# Multi-Armed Bandit Simulation Framework Demo

This notebook demonstrates the research-grade bandit simulation framework with:
- Pre-generated counterfactual outcomes
- Per-arm variance heterogeneity
- Fair multi-policy comparison
- Heterogeneous reward distributions per arm
- Regret computation and analysis

## Setup

In [None]:
import numpy as np

from research_bandits_methods.bandits import (
    BanditEnvironment,
    BernoulliRewards,
    GaussianRewards,
    MultiPolicyComparison,
    PerArmDistribution,
)
from research_bandits_methods.bandits.policies.markovian_policies import (
    EpsilonGreedy,
    GaussianThompson,
    UCB,
)

# Set random seed for reproducibility
rng = np.random.default_rng(42)

## Example 1: Gaussian Rewards with Per-Arm Variances

We'll compare policies on a 3-armed bandit where arms have different variances.

In [None]:
# Problem parameters
T = 500  # Time horizon
K = 3  # Number of arms
R = 100  # Monte Carlo replications

# Gaussian reward distribution with different variances per arm
true_means = np.array([0.3, 0.5, 0.8])
variances = np.array([1.0, 2.0, 0.5])  # Different variance per arm
dist = GaussianRewards(means=true_means, variances=variances)

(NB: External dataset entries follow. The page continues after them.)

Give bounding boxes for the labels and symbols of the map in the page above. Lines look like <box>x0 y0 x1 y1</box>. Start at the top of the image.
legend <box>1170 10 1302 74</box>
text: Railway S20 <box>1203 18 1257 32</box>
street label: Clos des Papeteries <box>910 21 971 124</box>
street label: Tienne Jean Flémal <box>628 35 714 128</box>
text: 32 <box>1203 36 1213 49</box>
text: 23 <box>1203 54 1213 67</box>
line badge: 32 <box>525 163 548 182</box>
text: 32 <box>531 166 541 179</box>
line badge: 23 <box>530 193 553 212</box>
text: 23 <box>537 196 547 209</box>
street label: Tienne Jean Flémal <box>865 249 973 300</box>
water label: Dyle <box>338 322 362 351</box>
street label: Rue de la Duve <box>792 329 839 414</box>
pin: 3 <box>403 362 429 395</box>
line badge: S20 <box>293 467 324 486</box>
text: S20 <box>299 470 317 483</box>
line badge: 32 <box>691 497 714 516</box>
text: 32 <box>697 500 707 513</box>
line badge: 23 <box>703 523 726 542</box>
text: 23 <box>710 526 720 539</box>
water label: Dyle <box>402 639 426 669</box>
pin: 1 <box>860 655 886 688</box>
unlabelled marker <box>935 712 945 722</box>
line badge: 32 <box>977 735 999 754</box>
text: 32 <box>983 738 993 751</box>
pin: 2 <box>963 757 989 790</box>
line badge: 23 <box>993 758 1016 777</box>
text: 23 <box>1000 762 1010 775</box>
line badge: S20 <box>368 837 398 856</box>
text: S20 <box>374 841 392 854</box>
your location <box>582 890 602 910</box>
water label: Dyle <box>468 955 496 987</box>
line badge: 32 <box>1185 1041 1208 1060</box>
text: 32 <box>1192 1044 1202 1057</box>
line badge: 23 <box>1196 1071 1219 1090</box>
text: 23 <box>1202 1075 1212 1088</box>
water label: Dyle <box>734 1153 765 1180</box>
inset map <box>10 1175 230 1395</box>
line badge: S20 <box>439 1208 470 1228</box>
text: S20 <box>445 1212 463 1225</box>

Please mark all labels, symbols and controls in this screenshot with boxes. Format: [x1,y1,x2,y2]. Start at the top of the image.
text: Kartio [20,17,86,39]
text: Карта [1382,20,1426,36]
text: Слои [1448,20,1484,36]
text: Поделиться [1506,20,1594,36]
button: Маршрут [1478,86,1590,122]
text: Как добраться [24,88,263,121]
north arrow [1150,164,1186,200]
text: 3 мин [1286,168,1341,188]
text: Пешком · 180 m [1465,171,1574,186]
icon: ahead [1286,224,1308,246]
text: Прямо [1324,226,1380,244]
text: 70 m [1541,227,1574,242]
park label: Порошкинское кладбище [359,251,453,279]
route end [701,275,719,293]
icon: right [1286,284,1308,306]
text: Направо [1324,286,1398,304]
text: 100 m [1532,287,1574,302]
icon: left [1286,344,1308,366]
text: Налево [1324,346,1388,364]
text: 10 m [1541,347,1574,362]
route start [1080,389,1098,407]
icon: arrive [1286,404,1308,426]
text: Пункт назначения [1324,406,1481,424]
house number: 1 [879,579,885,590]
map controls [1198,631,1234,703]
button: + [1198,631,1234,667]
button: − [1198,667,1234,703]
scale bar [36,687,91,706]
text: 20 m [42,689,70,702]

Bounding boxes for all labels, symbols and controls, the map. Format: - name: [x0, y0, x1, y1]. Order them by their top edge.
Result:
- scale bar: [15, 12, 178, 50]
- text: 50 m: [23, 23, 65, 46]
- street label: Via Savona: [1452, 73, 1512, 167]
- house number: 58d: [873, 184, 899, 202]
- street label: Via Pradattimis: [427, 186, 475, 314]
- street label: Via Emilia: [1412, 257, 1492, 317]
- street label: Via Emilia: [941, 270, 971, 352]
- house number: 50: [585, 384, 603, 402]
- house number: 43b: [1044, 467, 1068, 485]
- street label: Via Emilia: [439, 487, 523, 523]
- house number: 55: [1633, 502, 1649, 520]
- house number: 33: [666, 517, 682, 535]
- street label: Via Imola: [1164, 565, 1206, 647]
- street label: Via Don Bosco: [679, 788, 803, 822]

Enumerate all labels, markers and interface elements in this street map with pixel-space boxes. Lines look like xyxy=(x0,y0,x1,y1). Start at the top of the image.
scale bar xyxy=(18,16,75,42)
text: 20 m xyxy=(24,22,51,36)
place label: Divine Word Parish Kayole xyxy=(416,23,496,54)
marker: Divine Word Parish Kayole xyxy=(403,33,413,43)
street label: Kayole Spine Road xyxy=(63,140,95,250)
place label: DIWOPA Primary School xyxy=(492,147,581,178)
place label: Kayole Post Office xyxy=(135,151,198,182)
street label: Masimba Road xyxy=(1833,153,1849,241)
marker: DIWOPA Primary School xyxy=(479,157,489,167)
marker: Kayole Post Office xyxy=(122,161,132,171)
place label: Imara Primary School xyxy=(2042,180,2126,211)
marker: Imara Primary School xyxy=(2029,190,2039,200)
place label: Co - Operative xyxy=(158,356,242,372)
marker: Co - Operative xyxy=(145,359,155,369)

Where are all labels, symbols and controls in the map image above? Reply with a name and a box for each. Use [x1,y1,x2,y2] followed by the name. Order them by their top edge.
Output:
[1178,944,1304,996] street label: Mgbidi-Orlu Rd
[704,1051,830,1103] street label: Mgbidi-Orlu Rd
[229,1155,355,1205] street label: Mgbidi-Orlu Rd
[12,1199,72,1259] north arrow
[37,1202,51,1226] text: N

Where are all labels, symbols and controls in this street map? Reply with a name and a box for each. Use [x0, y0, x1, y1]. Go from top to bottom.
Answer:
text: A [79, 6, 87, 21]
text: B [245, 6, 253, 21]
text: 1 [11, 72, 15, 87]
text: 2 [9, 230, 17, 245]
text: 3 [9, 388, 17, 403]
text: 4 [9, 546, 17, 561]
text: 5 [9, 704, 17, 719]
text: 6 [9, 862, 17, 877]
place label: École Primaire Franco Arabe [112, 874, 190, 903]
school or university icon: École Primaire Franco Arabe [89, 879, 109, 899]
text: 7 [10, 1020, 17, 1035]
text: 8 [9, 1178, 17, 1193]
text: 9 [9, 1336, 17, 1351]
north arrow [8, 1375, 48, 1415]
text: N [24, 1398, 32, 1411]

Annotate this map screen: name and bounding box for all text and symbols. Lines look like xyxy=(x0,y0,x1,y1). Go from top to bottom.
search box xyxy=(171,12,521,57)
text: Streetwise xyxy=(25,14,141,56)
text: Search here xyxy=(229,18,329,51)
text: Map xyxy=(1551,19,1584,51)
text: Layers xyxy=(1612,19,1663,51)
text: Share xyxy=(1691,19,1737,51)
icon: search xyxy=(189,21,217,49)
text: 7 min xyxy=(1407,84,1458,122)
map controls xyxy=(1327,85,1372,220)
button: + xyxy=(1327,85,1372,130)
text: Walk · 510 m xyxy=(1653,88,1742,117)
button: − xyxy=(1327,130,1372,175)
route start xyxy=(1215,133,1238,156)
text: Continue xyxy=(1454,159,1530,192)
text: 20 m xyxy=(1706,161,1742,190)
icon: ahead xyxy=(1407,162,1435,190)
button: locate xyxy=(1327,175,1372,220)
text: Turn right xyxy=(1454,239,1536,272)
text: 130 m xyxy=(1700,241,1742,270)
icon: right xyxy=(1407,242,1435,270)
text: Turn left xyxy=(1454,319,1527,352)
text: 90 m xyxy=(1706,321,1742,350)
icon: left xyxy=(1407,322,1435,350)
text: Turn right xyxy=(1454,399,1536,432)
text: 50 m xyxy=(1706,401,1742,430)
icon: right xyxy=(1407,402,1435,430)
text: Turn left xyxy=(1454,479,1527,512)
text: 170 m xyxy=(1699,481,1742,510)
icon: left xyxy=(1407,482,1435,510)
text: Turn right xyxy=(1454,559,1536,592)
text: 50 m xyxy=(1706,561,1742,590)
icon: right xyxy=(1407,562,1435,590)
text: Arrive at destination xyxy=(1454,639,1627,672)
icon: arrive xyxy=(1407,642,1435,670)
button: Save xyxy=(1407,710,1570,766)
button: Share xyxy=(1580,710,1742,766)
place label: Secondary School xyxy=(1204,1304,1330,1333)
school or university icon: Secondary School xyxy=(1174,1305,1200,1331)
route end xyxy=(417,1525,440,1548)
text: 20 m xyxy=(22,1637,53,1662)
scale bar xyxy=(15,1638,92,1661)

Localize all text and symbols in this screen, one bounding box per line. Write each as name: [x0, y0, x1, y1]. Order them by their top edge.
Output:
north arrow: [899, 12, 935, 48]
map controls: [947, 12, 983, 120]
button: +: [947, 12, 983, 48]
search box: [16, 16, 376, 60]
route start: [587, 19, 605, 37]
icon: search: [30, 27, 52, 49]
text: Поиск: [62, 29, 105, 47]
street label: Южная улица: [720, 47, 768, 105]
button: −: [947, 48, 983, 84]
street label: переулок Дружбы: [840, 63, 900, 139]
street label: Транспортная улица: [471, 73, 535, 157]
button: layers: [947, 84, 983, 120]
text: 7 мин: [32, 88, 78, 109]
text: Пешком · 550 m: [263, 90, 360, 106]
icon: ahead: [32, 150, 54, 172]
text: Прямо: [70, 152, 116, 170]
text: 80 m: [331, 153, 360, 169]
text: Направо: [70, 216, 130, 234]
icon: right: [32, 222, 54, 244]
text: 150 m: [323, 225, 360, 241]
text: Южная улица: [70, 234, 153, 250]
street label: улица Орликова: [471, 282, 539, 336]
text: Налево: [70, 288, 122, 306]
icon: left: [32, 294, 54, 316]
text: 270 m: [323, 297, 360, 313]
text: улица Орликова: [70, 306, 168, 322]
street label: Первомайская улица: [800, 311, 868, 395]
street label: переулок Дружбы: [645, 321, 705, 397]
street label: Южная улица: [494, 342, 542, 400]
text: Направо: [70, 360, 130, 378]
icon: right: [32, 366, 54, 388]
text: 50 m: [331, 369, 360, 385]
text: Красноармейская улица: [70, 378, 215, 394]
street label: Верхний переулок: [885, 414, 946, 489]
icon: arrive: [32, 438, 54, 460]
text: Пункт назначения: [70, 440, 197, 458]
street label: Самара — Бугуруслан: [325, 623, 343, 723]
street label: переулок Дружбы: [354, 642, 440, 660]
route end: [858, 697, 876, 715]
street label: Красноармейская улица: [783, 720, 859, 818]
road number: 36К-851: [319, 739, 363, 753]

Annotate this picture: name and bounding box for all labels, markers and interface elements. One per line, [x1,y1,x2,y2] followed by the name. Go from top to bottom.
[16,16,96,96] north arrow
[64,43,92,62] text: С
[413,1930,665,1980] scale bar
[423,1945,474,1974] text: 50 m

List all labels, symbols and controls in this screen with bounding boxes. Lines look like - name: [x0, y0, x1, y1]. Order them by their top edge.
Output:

# Create environment (pre-generate all counterfactuals)
env = BanditEnvironment(dist, T=T, K=K, R=R, rng=rng)

print(f"Environment created with T={T}, K={K}, R={R}")
print(f"True means: {true_means}")
print(f"Variances: {variances}")
print(f"Optimal arm: {true_means.argmax()} (mean: {true_means.max():.2f})")
print(f"Counterfactuals shape: {env.counterfactuals.shape}")

### Run Multi-Policy Comparison

In [None]:
# Create comparison object
comparison = MultiPolicyComparison(env)

# Add policies to compare
comparison.add_policy("ε-greedy (ε=0.1)", EpsilonGreedy(K=K, R=R, epsilon=0.1, rng=rng))
comparison.add_policy(
    "ε-greedy (ε=0.05)", EpsilonGreedy(K=K, R=R, epsilon=0.05, rng=rng)
)
comparison.add_policy("UCB (c=1.0)", UCB(K=K, R=R, c=1.0))
comparison.add_policy("UCB (c=2.0)", UCB(K=K, R=R, c=2.0))
comparison.add_policy(
    "Thompson Sampling",
    GaussianThompson(K=K, R=R, prior_mean=0.5, prior_var=1.0, rng=rng),
)

# Run all policies on the same counterfactual data
comparison.run_all()

### Results Summary

In [None]:
# Print summary
comparison.print_summary()

### Regret Curves

In [None]:
# Get regret curves with confidence intervals
regret_curves = comparison.get_regret_curves_with_ci(confidence=0.95)

print("\nFinal average cumulative regret (with 95% CI):\n")
for policy_name, curve_data in regret_curves.items():
    final_mean = curve_data["mean"][-1]
    final_lower = curve_data["lower"][-1]
    final_upper = curve_data["upper"][-1]
    print(
        f"{policy_name:25s}: {final_mean:7.2f} [{final_lower:7.2f}, {final_upper:7.2f}]"
    )

## Example 2: Heterogeneous Distributions Per Arm

Different arms can have completely different reward distributions:
- Arm 0: Bernoulli(0.3)
- Arm 1: Gaussian(0.5, 1.0)
- Arm 2: Gaussian(0.8, 2.0)

In [None]:
# Define heterogeneous distributions
arm_distributions = [
    BernoulliRewards([0.3]),
    GaussianRewards([0.5], variances=1.0),
    GaussianRewards([0.8], variances=2.0),
]

# Create per-arm distribution
heterogeneous_dist = PerArmDistribution(arm_distributions)

# Create environment
env2 = BanditEnvironment(heterogeneous_dist, T=500, K=3, R=50, rng=rng)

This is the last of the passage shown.